Print the listing below exactly, leaving nothing out.

○ ○ ○ ○

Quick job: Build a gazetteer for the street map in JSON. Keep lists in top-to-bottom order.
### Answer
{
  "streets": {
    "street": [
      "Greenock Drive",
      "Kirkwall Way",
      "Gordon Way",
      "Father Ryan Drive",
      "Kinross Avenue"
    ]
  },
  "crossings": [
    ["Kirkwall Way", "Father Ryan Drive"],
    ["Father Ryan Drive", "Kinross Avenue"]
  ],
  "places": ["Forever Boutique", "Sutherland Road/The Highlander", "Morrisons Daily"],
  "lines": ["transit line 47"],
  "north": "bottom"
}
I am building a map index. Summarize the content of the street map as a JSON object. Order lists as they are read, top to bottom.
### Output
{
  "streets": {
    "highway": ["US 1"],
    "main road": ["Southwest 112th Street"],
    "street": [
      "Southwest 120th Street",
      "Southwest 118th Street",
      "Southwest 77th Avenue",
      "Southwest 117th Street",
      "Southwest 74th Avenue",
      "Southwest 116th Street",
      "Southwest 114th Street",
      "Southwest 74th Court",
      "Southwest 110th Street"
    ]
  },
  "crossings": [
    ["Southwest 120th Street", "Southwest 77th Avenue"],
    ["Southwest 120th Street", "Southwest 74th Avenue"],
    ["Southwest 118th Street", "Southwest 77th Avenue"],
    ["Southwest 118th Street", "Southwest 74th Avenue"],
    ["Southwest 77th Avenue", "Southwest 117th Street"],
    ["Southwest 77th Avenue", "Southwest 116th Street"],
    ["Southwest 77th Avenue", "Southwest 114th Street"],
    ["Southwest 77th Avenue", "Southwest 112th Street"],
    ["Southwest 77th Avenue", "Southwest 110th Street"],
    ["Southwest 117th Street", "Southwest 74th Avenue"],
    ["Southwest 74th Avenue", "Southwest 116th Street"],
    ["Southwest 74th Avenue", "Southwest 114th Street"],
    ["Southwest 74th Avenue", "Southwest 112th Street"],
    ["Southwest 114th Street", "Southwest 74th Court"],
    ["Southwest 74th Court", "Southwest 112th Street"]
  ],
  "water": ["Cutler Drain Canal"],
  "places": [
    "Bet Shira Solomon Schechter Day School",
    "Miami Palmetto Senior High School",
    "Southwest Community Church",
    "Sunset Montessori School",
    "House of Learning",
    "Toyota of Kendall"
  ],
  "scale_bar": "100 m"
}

○ ○ ○ ○

## Problem solution:
Quick job: Build a gazetteer for the street map in JSON. Keep lists in top-to-bottom order.
### Answer
{
  "streets": {
    "street": [
      "Greenock Drive",
      "Kirkwall Way",
      "Gordon Way",
      "Father Ryan Drive",
      "Kinross Avenue"
    ]
  },
  "crossings": [
    ["Kirkwall Way", "Father Ryan Drive"],
    ["Father Ryan Drive", "Kinross Avenue"]
  ],
  "places": ["Forever Boutique", "Sutherland Road/The Highlander", "Morrisons Daily"],
  "lines": ["transit line 47"],
  "north": "bottom"
}
I am building a map index. Summarize the content of the street map as a JSON object. Order lists as they are read, top to bottom.
### Output
{
  "streets": {
    "highway": ["US 1"],
    "main road": ["Southwest 112th Street"],
    "street": [
      "Southwest 120th Street",
      "Southwest 118th Street",
      "Southwest 77th Avenue",
      "Southwest 117th Street",
      "Southwest 74th Avenue",
      "Southwest 116th Street",
      "Southwest 114th Street",
      "Southwest 74th Court",
      "Southwest 110th Street"
    ]
  },
  "crossings": [
    ["Southwest 120th Street", "Southwest 77th Avenue"],
    ["Southwest 120th Street", "Southwest 74th Avenue"],
    ["Southwest 118th Street", "Southwest 77th Avenue"],
    ["Southwest 118th Street", "Southwest 74th Avenue"],
    ["Southwest 77th Avenue", "Southwest 117th Street"],
    ["Southwest 77th Avenue", "Southwest 116th Street"],
    ["Southwest 77th Avenue", "Southwest 114th Street"],
    ["Southwest 77th Avenue", "Southwest 112th Street"],
    ["Southwest 77th Avenue", "Southwest 110th Street"],
    ["Southwest 117th Street", "Southwest 74th Avenue"],
    ["Southwest 74th Avenue", "Southwest 116th Street"],
    ["Southwest 74th Avenue", "Southwest 114th Street"],
    ["Southwest 74th Avenue", "Southwest 112th Street"],
    ["Southwest 114th Street", "Southwest 74th Court"],
    ["Southwest 74th Court", "Southwest 112th Street"]
  ],
  "water": ["Cutler Drain Canal"],
  "places": [
    "Bet Shira Solomon Schechter Day School",
    "Miami Palmetto Senior High School",
    "Southwest Community Church",
    "Sunset Montessori School",
    "House of Learning",
    "Toyota of Kendall"
  ],
  "scale_bar": "100 m"
}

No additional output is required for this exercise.